Northern Ireland

28 Nov


A few weeks ago the NUin group went to Northern Ireland where we spent time in Belfast and Derry/Londonderry. This experience was surreal. The first day we were in Belfast I was overwhelmed by the number of murals dedicated to the Troubles, even though I had seen pictures of most of them in class. There were stark differences between the Nationalist and Unionist sides of town. British flags hung proudly in Unionist areas, and Irish flags hung proudly in Nationalist areas. The walls the kept the two sides from each other was massive and something I had never seen before. I knew going there these were things I would see, but I did not realize the effect they would have on me. It was quite scary knowing how much hatred and hurt there was in Belfast. It was deeply saddening knowing that this beautiful city was ripped apart by events that happened long ago and that are still happening.

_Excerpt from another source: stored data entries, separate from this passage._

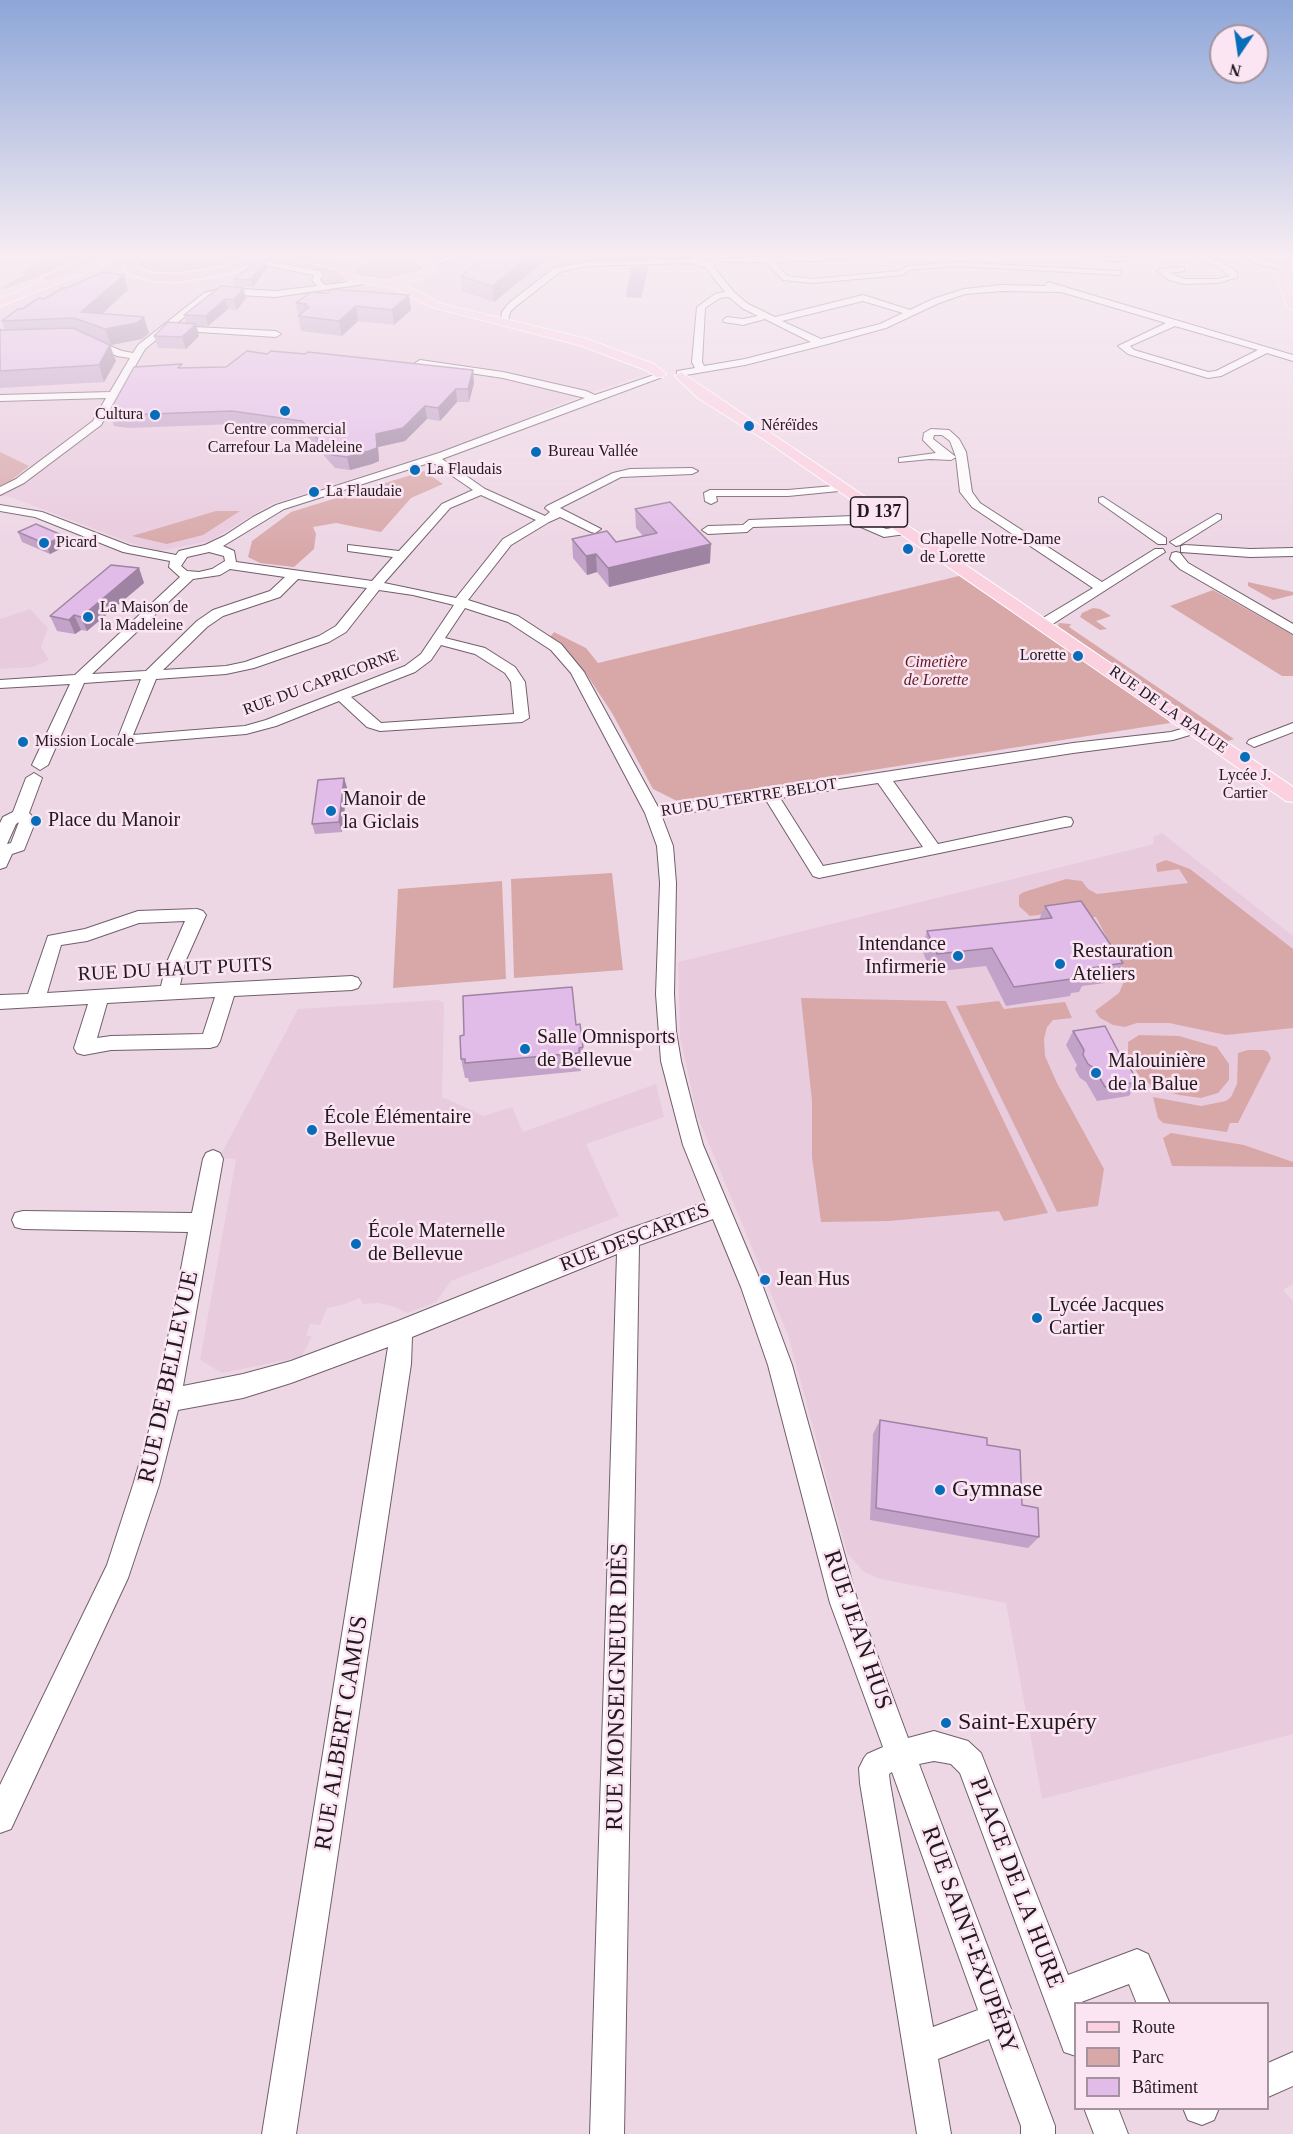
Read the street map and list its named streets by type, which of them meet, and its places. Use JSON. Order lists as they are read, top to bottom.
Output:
{
  "streets": {
    "main road": ["D 137", "RUE DE LA BALUE"],
    "street": [
      "RUE DU CAPRICORNE",
      "RUE DU TERTRE BELOT",
      "RUE DU HAUT PUITS",
      "RUE DESCARTES",
      "RUE DE BELLEVUE",
      "RUE JEAN HUS",
      "RUE MONSEIGNEUR DIÈS",
      "RUE ALBERT CAMUS",
      "PLACE DE LA HURE",
      "RUE SAINT-EXUPÉRY"
    ]
  },
  "crossings": [
    ["D 137", "RUE DE LA BALUE"],
    ["RUE DU CAPRICORNE", "RUE DU TERTRE BELOT"],
    ["RUE DE LA BALUE", "RUE DU TERTRE BELOT"],
    ["RUE DU TERTRE BELOT", "RUE DESCARTES"],
    ["RUE DESCARTES", "RUE DE BELLEVUE"],
    ["RUE DESCARTES", "RUE JEAN HUS"],
    ["RUE DESCARTES", "RUE MONSEIGNEUR DIÈS"],
    ["RUE DESCARTES", "RUE ALBERT CAMUS"],
    ["RUE JEAN HUS", "PLACE DE LA HURE"],
    ["RUE JEAN HUS", "RUE SAINT-EXUPÉRY"],
    ["PLACE DE LA HURE", "RUE SAINT-EXUPÉRY"]
  ],
  "parks": ["Cimetière de Lorette"],
  "places": [
    "Centre commercial Carrefour La Madeleine",
    "Cultura",
    "Néréïdes",
    "Bureau Vallée",
    "La Flaudais",
    "La Flaudaie",
    "Picard",
    "Chapelle Notre-Dame de Lorette",
    "La Maison de la Madeleine",
    "Lorette",
    "Mission Locale",
    "Lycée J. Cartier",
    "Manoir de la Giclais",
    "Place du Manoir",
    "Intendance Infirmerie",
    "Restauration Ateliers",
    "Salle Omnisports de Bellevue",
    "Malouinière de la Balue",
    "École Élémentaire Bellevue",
    "École Maternelle de Bellevue",
    "Jean Hus",
    "Lycée Jacques Cartier",
    "Gymnase",
    "Saint-Exupéry"
  ],
  "legend": ["Route", "Parc", "Bâtiment"],
  "north": "bottom"
}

Our time in Derry/Londonderry was even more shocking. We walked the walls and were able to see the direct line between the two sides, and the fact that both Derry and Londonderry names should be used when talking about them shows the split. The day we spent walking around Derry/Londonderry was the most depressing day of my time here in Ireland. Our tour guide was amazing and everyone loved him, which made it so much harder seeing him tear up at a mural of a young girl murdered during the Troubles. It became quite clear to all of us how much the Troubles still affect Northern Ireland. We went to the local museum dedicated to Bloody Sunday, where one of the victim’s brothers ushered us around. It was impossible for me to imagine working at a place where I constantly heard the gunshot that killed my brother on loop, see photos of his lifeless face, and know that pieces of clothing soaked in his blood were just a few feet away from me. It was a surreal experience and made me want to cry. The trip was incredibly informative and interesting, and I can only hope that there will be more peace between the Unionists and Nationalists for their own sake and sanity.